(Extracted data entries)

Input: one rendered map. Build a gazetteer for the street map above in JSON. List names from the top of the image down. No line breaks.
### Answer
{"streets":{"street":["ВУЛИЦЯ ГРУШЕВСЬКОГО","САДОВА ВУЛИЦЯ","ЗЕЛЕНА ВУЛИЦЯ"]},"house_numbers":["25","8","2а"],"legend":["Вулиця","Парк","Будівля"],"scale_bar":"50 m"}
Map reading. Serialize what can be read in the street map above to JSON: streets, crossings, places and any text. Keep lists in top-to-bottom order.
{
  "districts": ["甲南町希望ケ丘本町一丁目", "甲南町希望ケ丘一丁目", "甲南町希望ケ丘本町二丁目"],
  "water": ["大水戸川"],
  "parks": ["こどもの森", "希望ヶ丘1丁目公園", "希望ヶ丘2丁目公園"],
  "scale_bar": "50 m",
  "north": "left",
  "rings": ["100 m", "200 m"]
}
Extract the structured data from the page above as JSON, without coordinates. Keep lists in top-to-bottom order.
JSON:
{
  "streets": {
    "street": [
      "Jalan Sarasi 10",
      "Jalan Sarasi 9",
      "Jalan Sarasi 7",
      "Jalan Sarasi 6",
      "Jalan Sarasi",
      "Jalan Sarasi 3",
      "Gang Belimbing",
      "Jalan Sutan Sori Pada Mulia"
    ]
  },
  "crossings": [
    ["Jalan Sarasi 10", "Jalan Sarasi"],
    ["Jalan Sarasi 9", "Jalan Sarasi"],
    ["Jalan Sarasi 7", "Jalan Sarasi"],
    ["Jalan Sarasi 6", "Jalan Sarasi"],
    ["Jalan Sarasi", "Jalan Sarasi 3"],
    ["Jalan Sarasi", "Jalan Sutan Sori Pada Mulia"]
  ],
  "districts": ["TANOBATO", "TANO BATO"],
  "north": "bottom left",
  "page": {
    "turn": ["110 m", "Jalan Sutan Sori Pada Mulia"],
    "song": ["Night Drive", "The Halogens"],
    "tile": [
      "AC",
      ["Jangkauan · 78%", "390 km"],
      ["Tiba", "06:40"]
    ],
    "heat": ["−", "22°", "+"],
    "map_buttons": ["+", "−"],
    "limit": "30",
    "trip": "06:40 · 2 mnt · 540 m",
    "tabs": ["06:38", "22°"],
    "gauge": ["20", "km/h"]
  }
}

- Task prompt:
Every line of the data is to be printed again exactly.

- Output of the exercise:
Input: one rendered map. Build a gazetteer for the street map above in JSON. List names from the top of the image down. No line breaks.
### Answer
{"streets":{"street":["ВУЛИЦЯ ГРУШЕВСЬКОГО","САДОВА ВУЛИЦЯ","ЗЕЛЕНА ВУЛИЦЯ"]},"house_numbers":["25","8","2а"],"legend":["Вулиця","Парк","Будівля"],"scale_bar":"50 m"}
Map reading. Serialize what can be read in the street map above to JSON: streets, crossings, places and any text. Keep lists in top-to-bottom order.
{
  "districts": ["甲南町希望ケ丘本町一丁目", "甲南町希望ケ丘一丁目", "甲南町希望ケ丘本町二丁目"],
  "water": ["大水戸川"],
  "parks": ["こどもの森", "希望ヶ丘1丁目公園", "希望ヶ丘2丁目公園"],
  "scale_bar": "50 m",
  "north": "left",
  "rings": ["100 m", "200 m"]
}
Extract the structured data from the page above as JSON, without coordinates. Keep lists in top-to-bottom order.
JSON:
{
  "streets": {
    "street": [
      "Jalan Sarasi 10",
      "Jalan Sarasi 9",
      "Jalan Sarasi 7",
      "Jalan Sarasi 6",
      "Jalan Sarasi",
      "Jalan Sarasi 3",
      "Gang Belimbing",
      "Jalan Sutan Sori Pada Mulia"
    ]
  },
  "crossings": [
    ["Jalan Sarasi 10", "Jalan Sarasi"],
    ["Jalan Sarasi 9", "Jalan Sarasi"],
    ["Jalan Sarasi 7", "Jalan Sarasi"],
    ["Jalan Sarasi 6", "Jalan Sarasi"],
    ["Jalan Sarasi", "Jalan Sarasi 3"],
    ["Jalan Sarasi", "Jalan Sutan Sori Pada Mulia"]
  ],
  "districts": ["TANOBATO", "TANO BATO"],
  "north": "bottom left",
  "page": {
    "turn": ["110 m", "Jalan Sutan Sori Pada Mulia"],
    "song": ["Night Drive", "The Halogens"],
    "tile": [
      "AC",
      ["Jangkauan · 78%", "390 km"],
      ["Tiba", "06:40"]
    ],
    "heat": ["−", "22°", "+"],
    "map_buttons": ["+", "−"],
    "limit": "30",
    "trip": "06:40 · 2 mnt · 540 m",
    "tabs": ["06:38", "22°"],
    "gauge": ["20", "km/h"]
  }
}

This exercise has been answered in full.